Quirky, comforting little places like the Travelers Club International Restaurant & Tuba Museum in Okemos, Michigan, are why you leave the Interstate. It’s not quirky in an it’s-so-bad-it’s-good sort of way—owners Jennifer Brooke Byrom and William White are in on the joke of its charm. Neither is it quirky in a calculated, corporate theme restaurant sort of way.
Instead, everything about the Travelers Club—the decor, the friendly, relaxed staff, the ambitious, multi-paged international menu—seems to have grown organically from the owners’ own travels and lives. You get the sense that the restaurant is the way it is because this is the kind of place they want it to be.
And the way it is is comfortable and charming. The whole place has a relaxed, slightly homemade, slightly shabby [in a hippieish good way] feel. Tubas, sousaphones, French horns and fluglehorns adorn the walls and ceiling, along with an assortment of world maps for the traveler in us all. In addition to the handful of tables and booths, there’s an outdoor garden patio with the world’s only Sousaphountain. The music, when someone remembers to put it on, is an eclectic mix.

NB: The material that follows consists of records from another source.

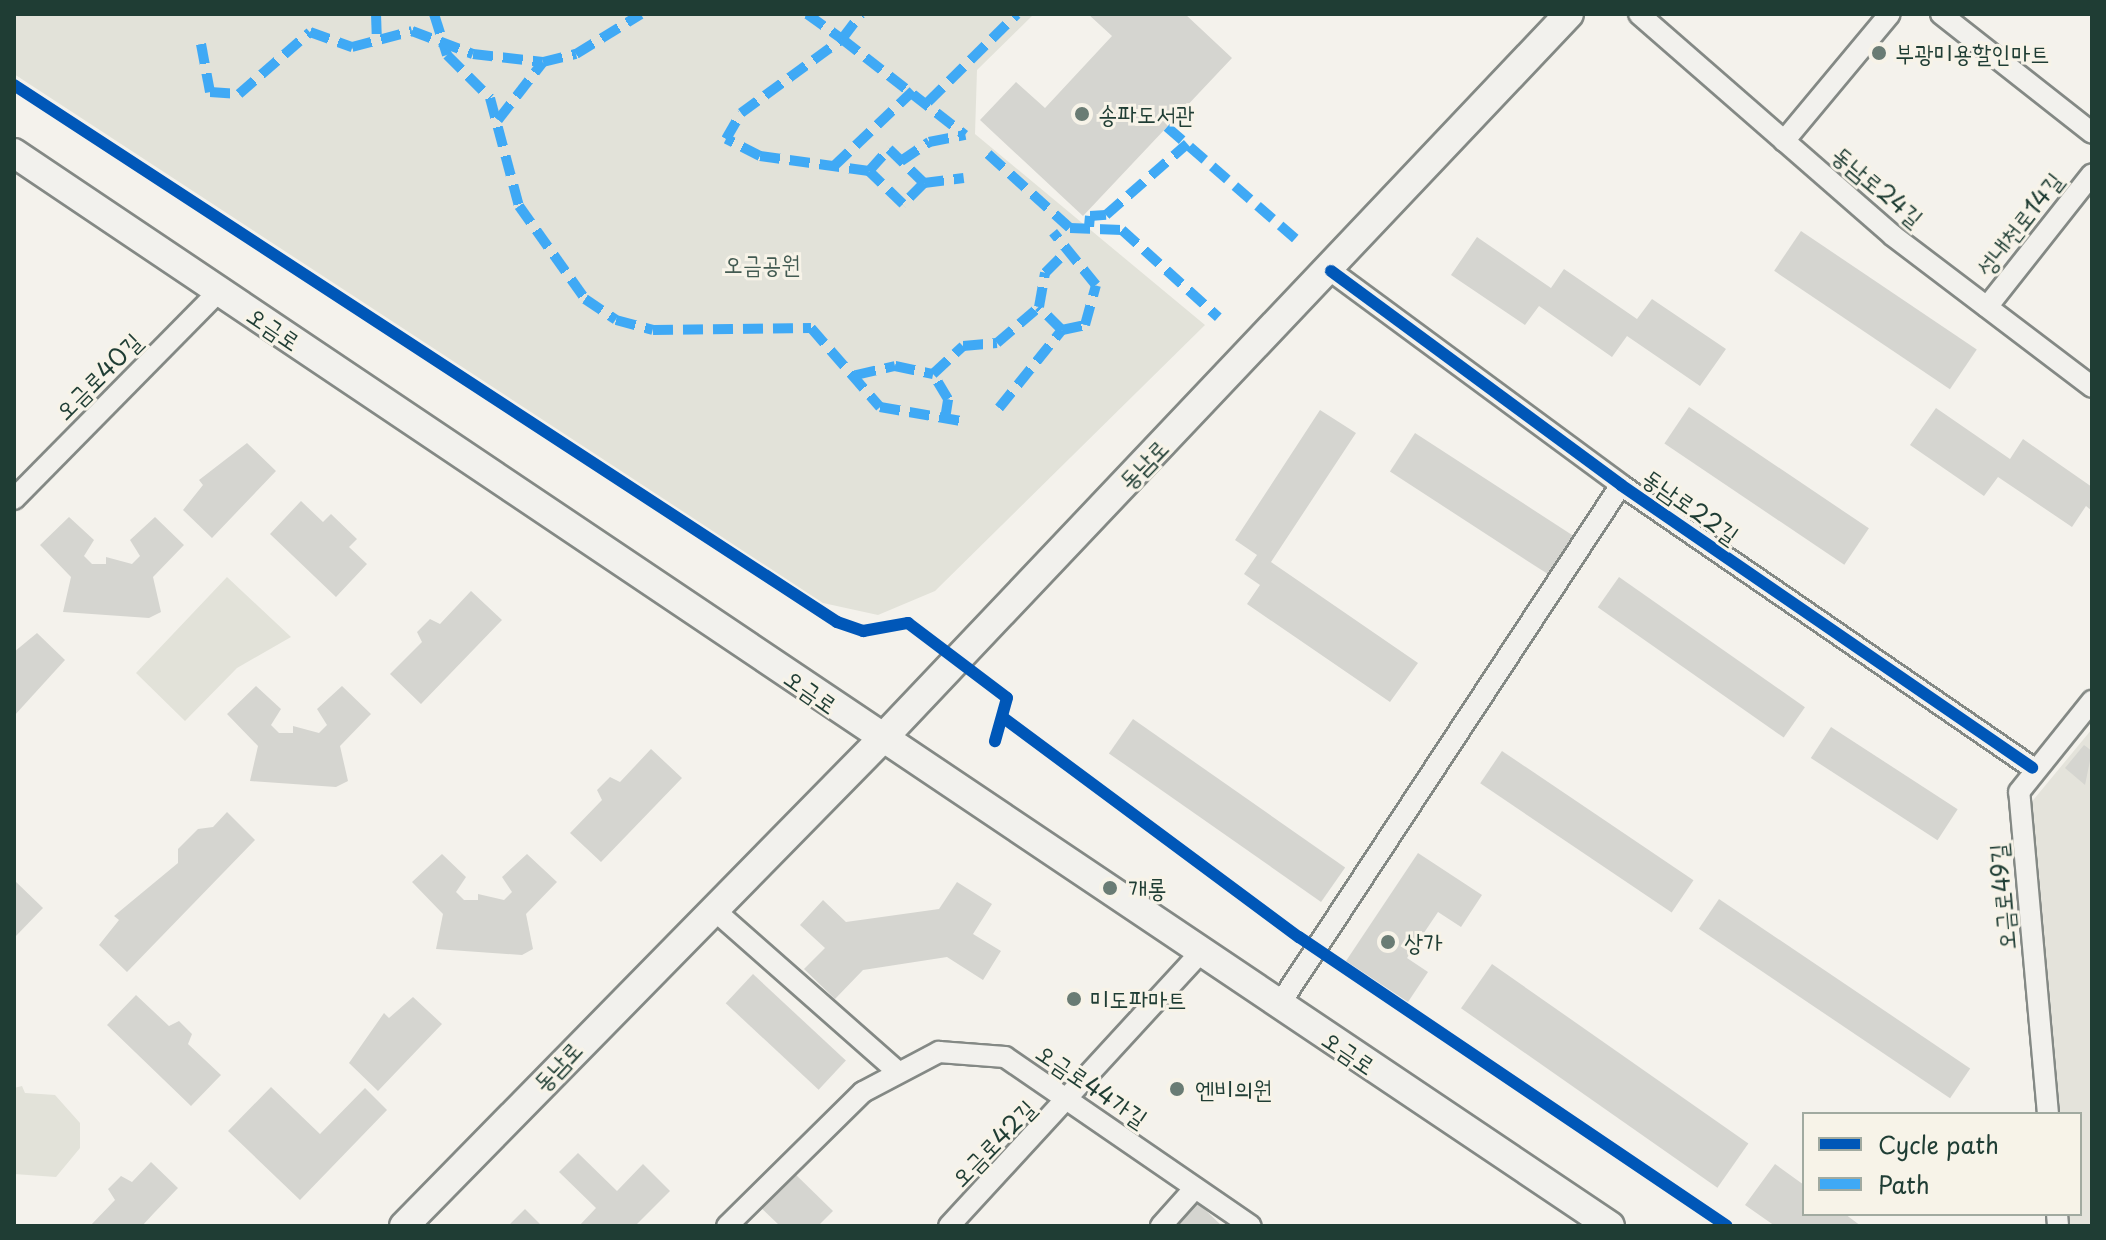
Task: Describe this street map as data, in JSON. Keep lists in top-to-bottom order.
{
  "streets": {
    "main road": ["오금로", "동남로"],
    "street": [
      "동남로24길",
      "성내천로14길",
      "오금로40길",
      "동남로22길",
      "오금로49길",
      "오금로44가길",
      "오금로42길"
    ]
  },
  "crossings": [
    ["동남로24길", "성내천로14길"],
    ["오금로", "오금로40길"],
    ["오금로", "동남로"],
    ["오금로", "오금로42길"],
    ["동남로", "동남로22길"],
    ["동남로22길", "오금로49길"],
    ["오금로44가길", "오금로42길"]
  ],
  "parks": ["오금공원"],
  "places": [
    "부광미용할인마트",
    "송파도서관",
    "개롱",
    "상가",
    "미도파마트",
    "엔비의원"
  ],
  "legend": ["Cycle path", "Path"]
}
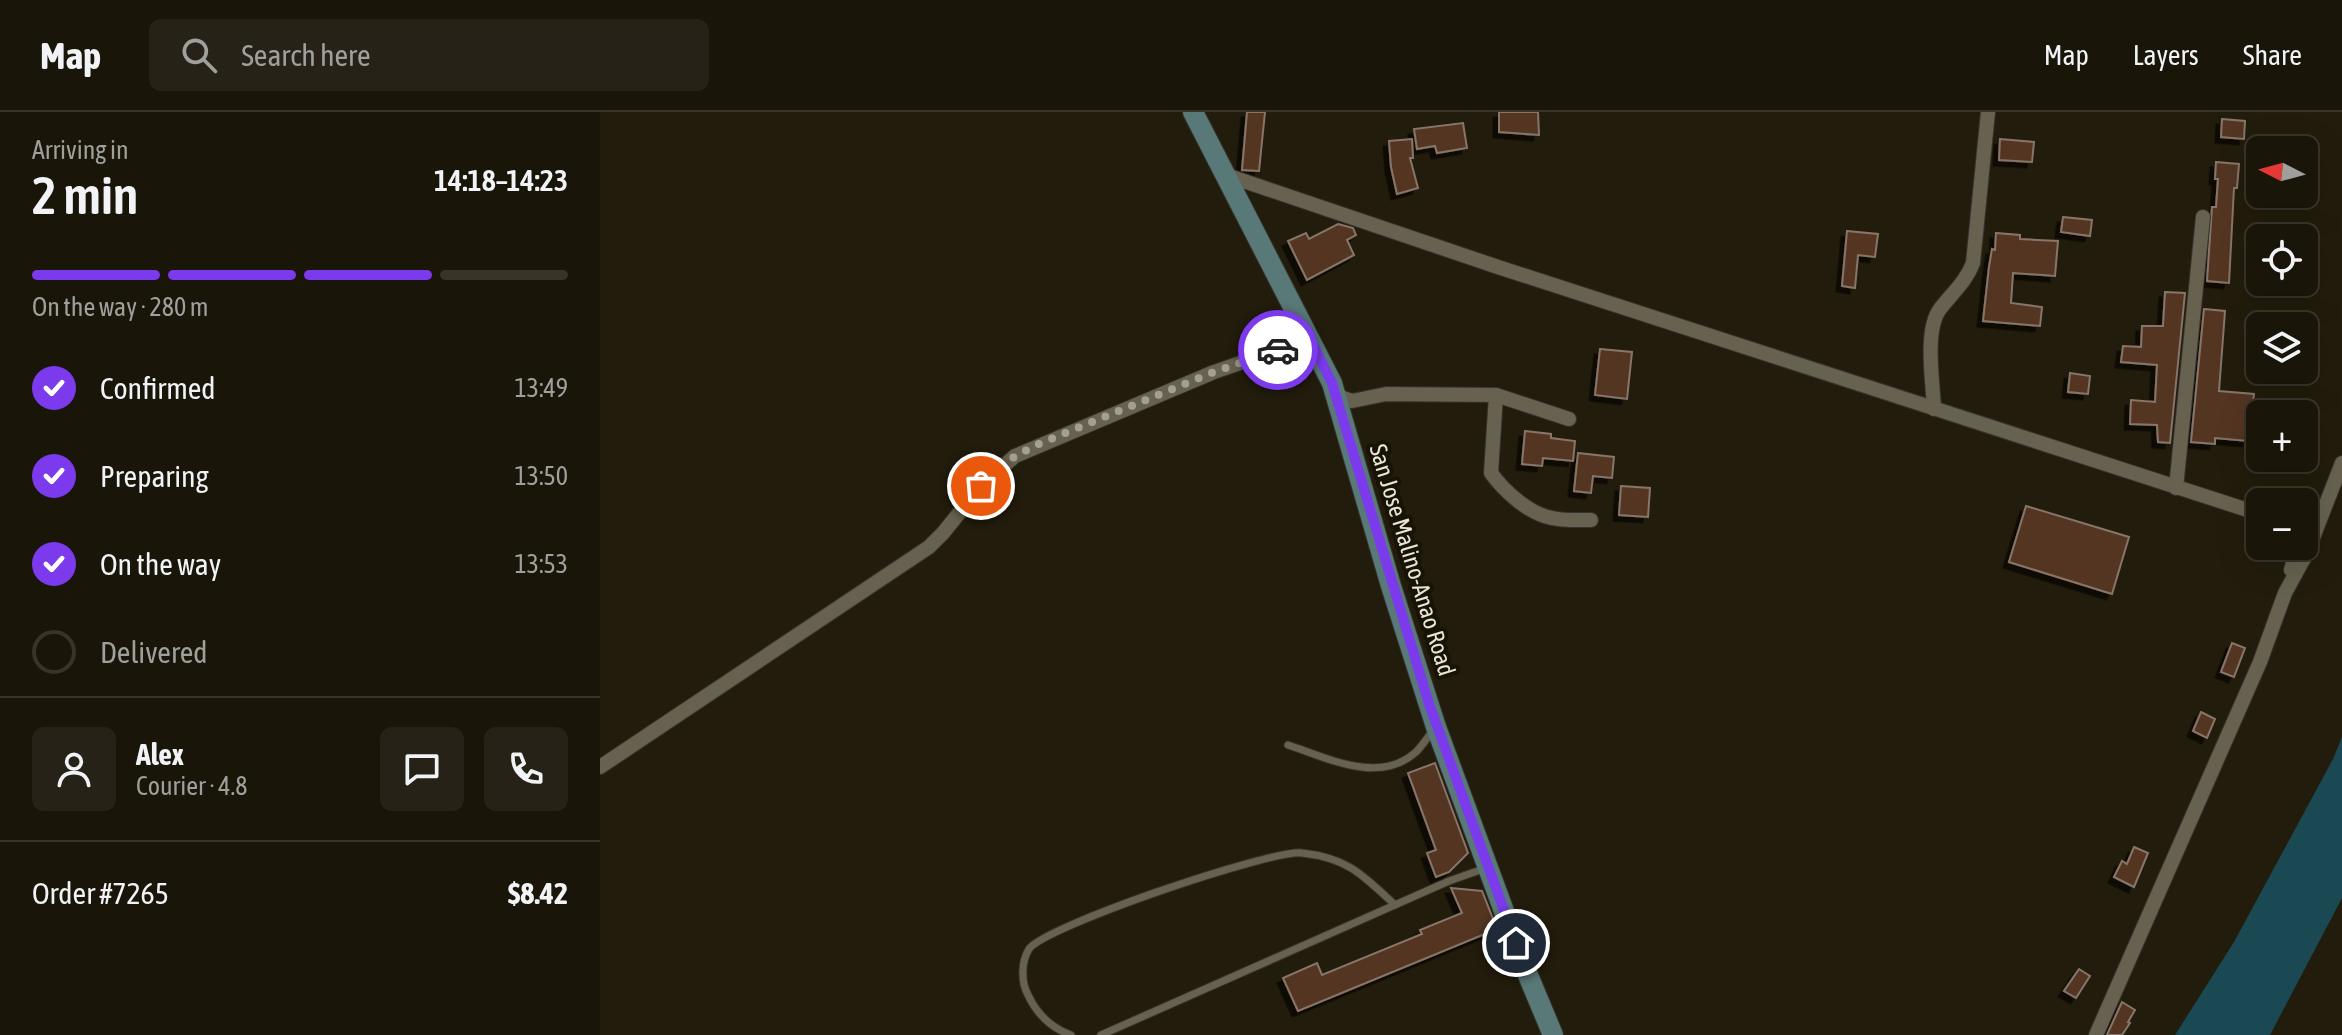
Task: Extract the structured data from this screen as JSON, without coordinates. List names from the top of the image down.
{
  "streets": {
    "main road": ["San Jose Malino-Anao Road"]
  },
  "north": "left",
  "page": {
    "header": "Map",
    "search": "Search here",
    "nav": ["Map", "Layers", "Share"],
    "heading": ["2 min", "Arriving in", "14:18–14:23"],
    "panel": [
      "Alex",
      "Courier · 4.8",
      "Order #7265",
      "$8.42"
    ],
    "map_buttons": ["+", "−"],
    "bar": "On the way · 280 m",
    "list": [
      ["Confirmed", "13:49"],
      ["Preparing", "13:50"],
      ["On the way", "13:53"],
      "Delivered"
    ]
  }
}
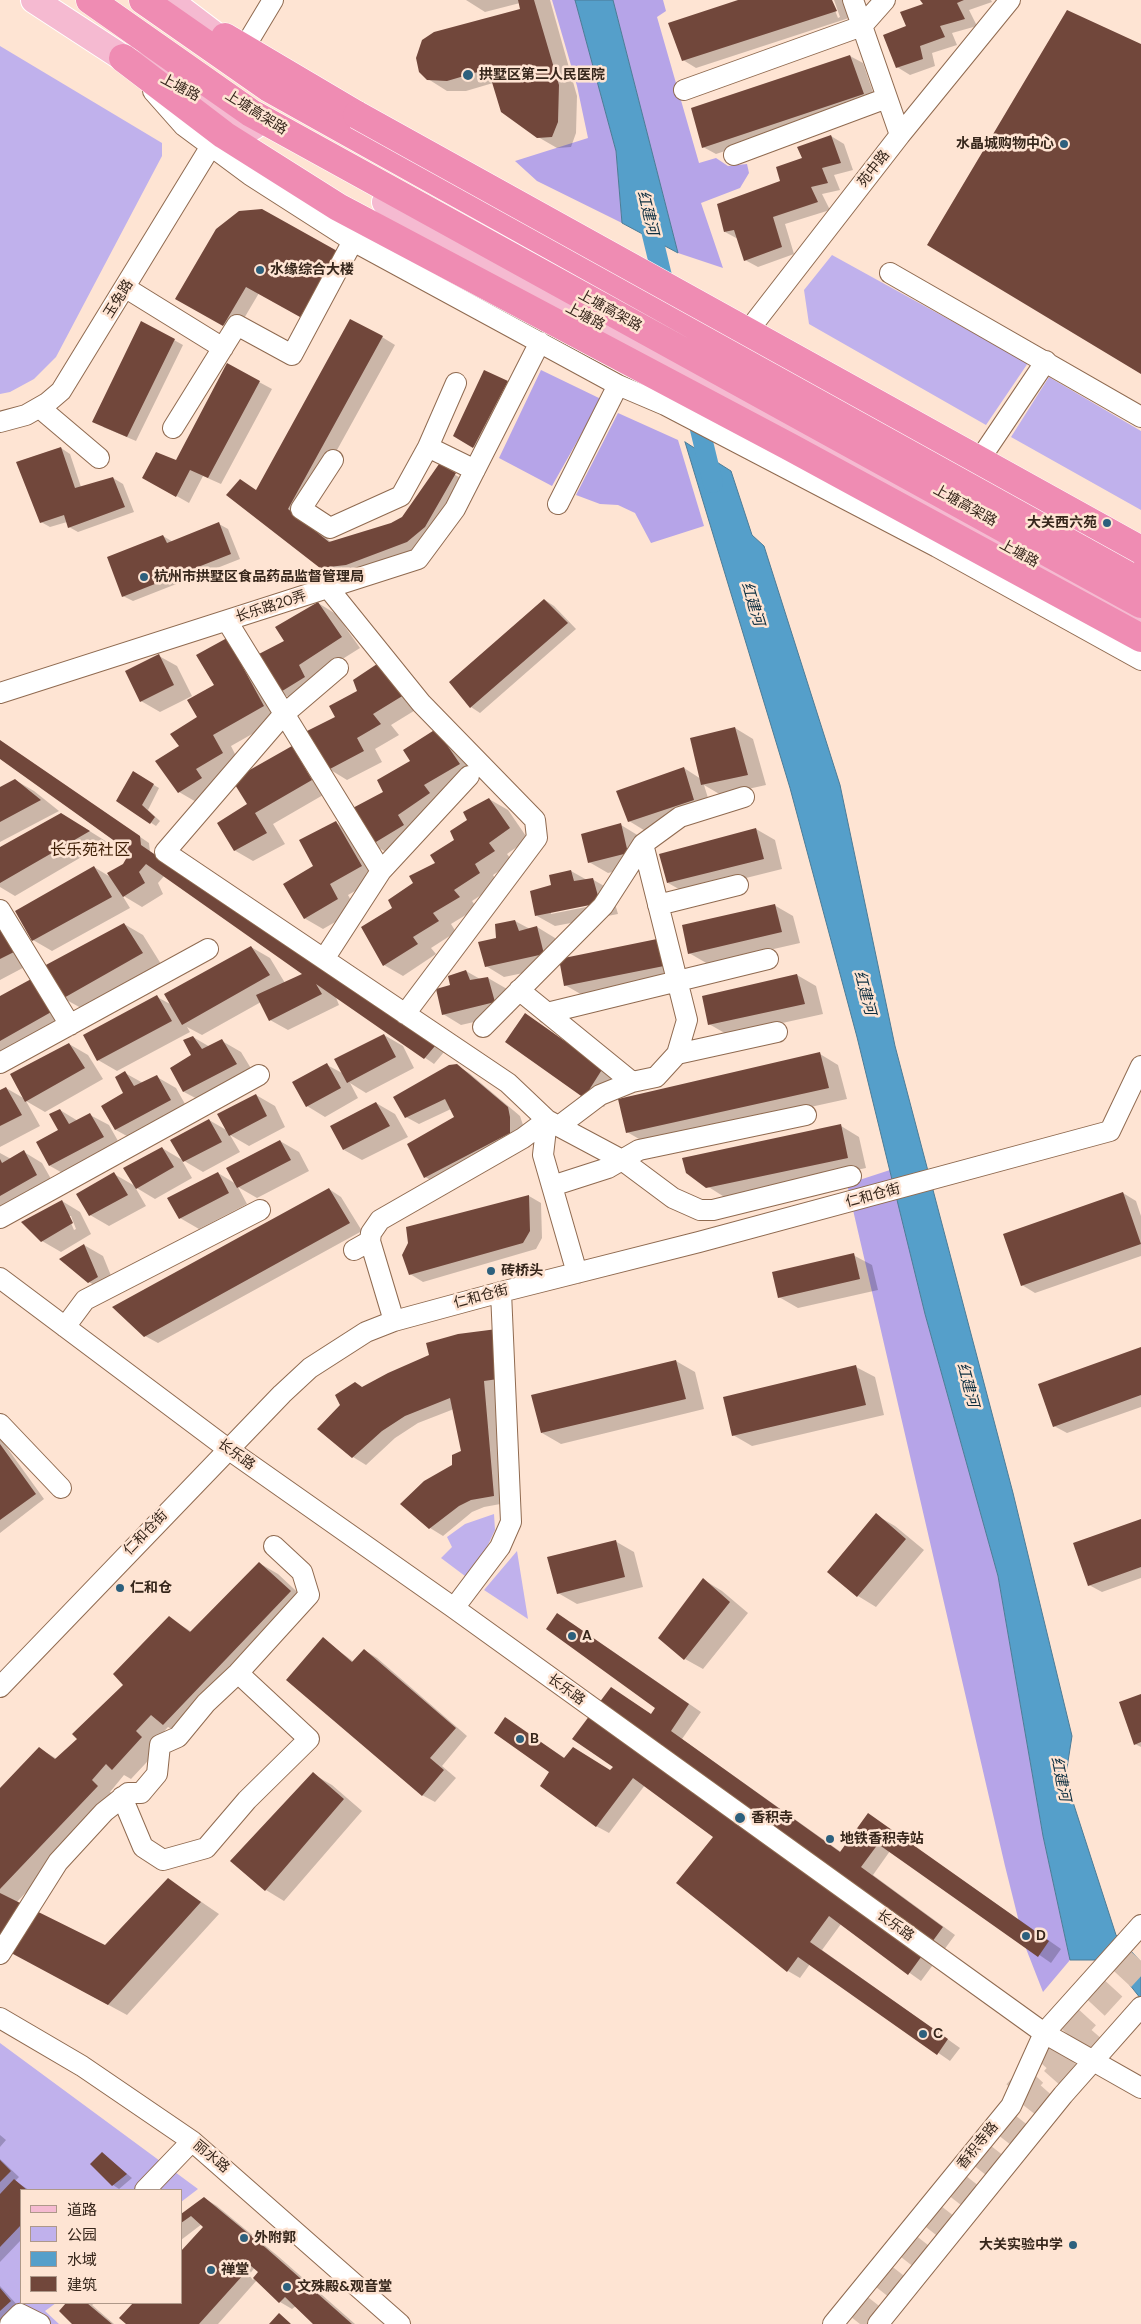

The tuba collection [or museum, as they call it] grew just as organically. William is a tuba player. He started leaving horns around the restaurant to play with visiting musicians [speaking of WTF?] and ultimately decided to create a museum. Most of the horns on display are in playable condition.
An overnight Michigan road trip led us to the Travelers Club. We’d driven past it on previous trips, so when Marion found a positive write-up of it on Chowhound, we decided to give it a try for dinner. We liked it so much, we went back the next day for lunch.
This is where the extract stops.